It seems that iwconfig is in the wireless-tools ebuild. Is this installed?

As you can see from the man page iwconfig on its own will list all adapters and show any wireless attributes, I think this would include a list of available networks, if the adapter did not have an established connection.

Did you try the 'eth0 down, wlan0 up' thing?

----------

## bernied

Maybe I should have mentioned that you will have to run iwconfig as root. It will not be seen by a normal user.

----------

## firepol

Thanks for your answers guys.

Chris W: yep I meant iwconfig_wlan0="mode managed"

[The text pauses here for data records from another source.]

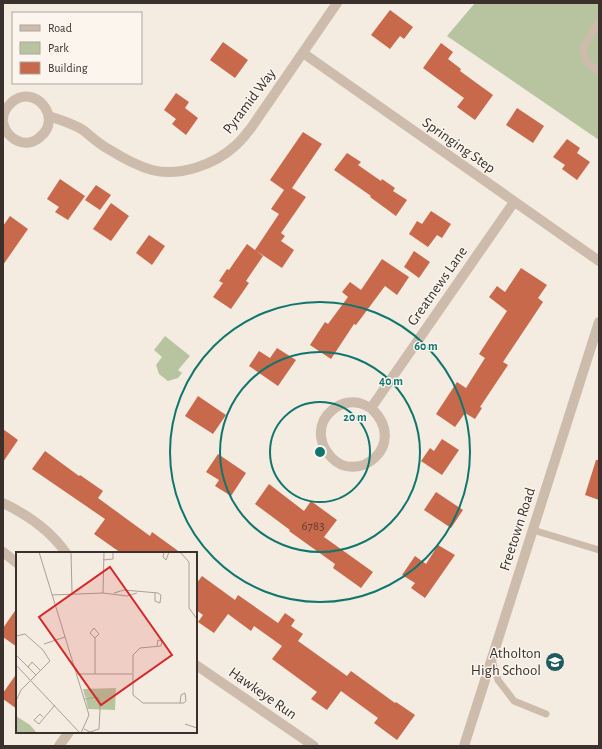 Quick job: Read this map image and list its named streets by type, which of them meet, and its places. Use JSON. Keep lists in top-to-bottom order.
{
  "streets": {
    "street": [
      "Pyramid Way",
      "Springing Step",
      "Greatnews Lane",
      "Freetown Road",
      "Hawkeye Run"
    ]
  },
  "crossings": [
    ["Pyramid Way", "Springing Step"],
    ["Springing Step", "Greatnews Lane"]
  ],
  "places": {
    "school or university": ["Atholton High School"]
  },
  "house_numbers": ["6783"],
  "legend": ["Road", "Park", "Building"],
  "rings": ["60 m", "40 m", "20 m"]
} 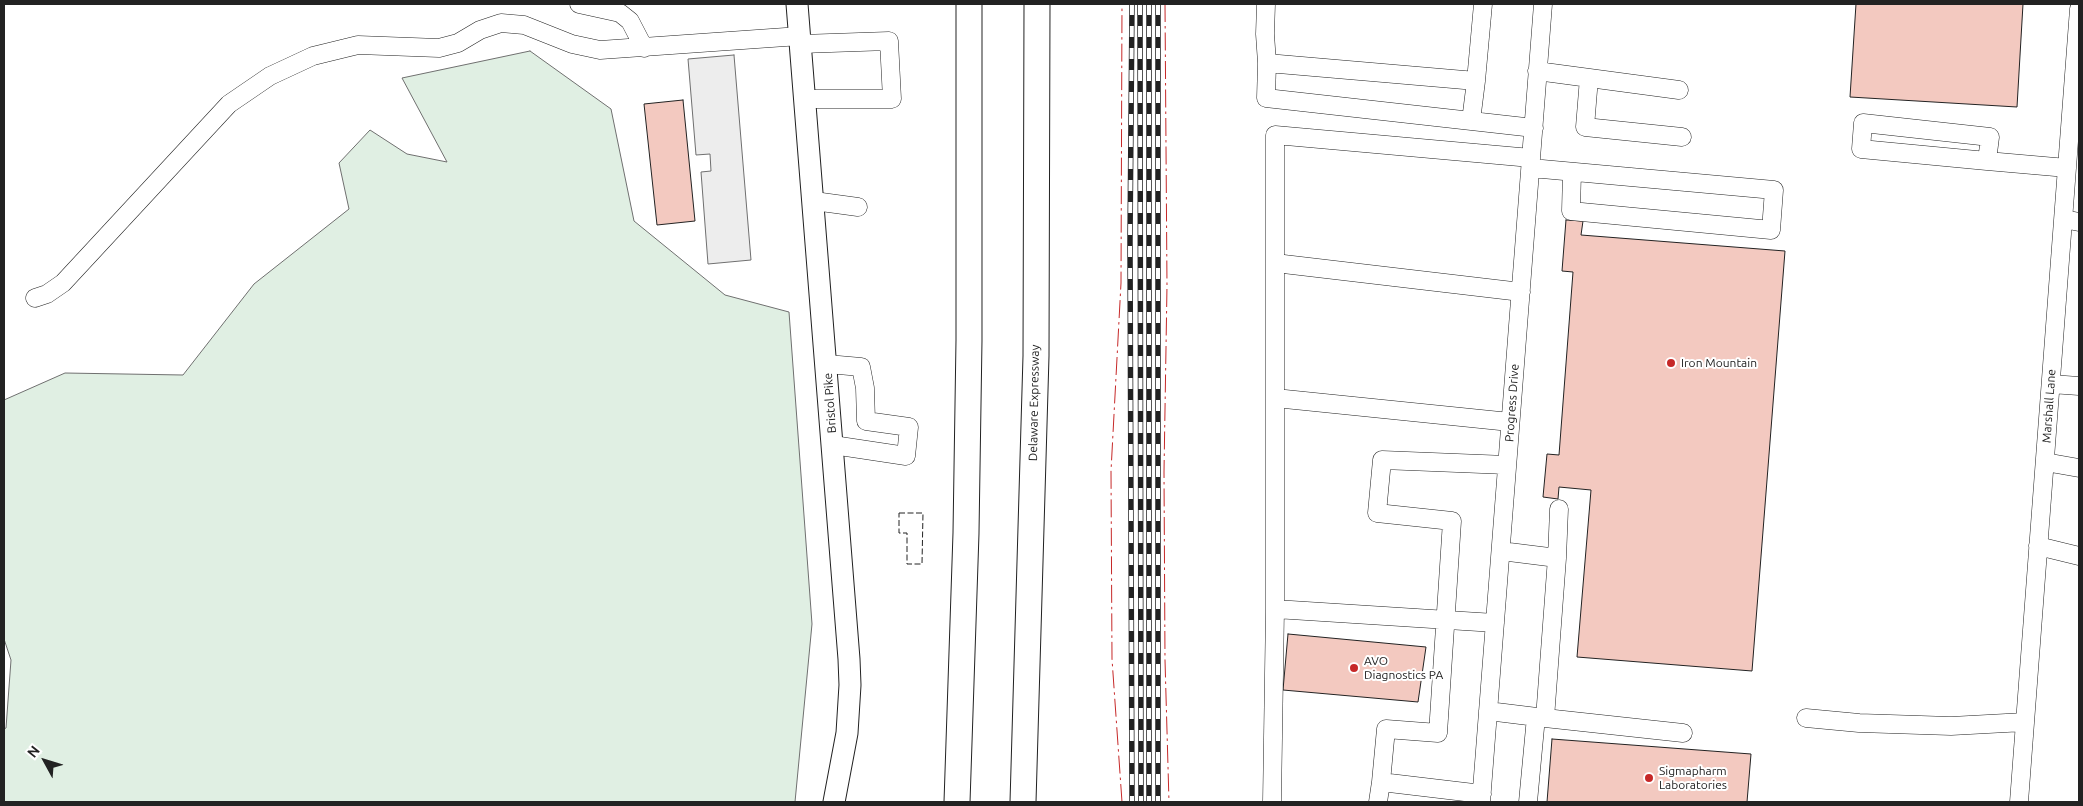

bernied: dhcpd doesn't work to me, i didnt configure /etc/dhcp/dhcpd.conf ... i use dhclient instead...

i stopped eth0 and did: ifconfig wlan0 up; dhclient wlan0

i get this:

 *Quote:*   

> dhclient wlan0
> 
> Internet Systems Consortium DHCP Client V3.0.5-Gentoo
> 
> Copyright 2004-2006 Internet Systems Consortium.
> ...

 

iwconfig gives me this: *Quote:*   

> 
> 
> iwconfig
> 
> lo        no wireless extensions.
> ...

 

How can I verify if I'm connected to the wireless router?

I tried to use also a static configuration:

 *Quote:*   

> 
> 
> modules=( "wpa_supplicant" )
> 
> wpa_supplicant_wlan0="-Dwext"
> ...

 

it still doesn't work.

By the way, please note that my wireless access point has this IP: 192.168.1.10

But the default gateway of my network is a wired zyxel router, with IP 192.168.1.1 and DHCP enabled...

I repeat, from ubuntu it works, I will check under ubuntu what I get with iwconfig and which one is the default route...

Thanks for helping, I really want to solve this.

----------

## firepol

I don't know why but i have the impression that there is a problem selecting my AP, but I've checked the SSID name is correct.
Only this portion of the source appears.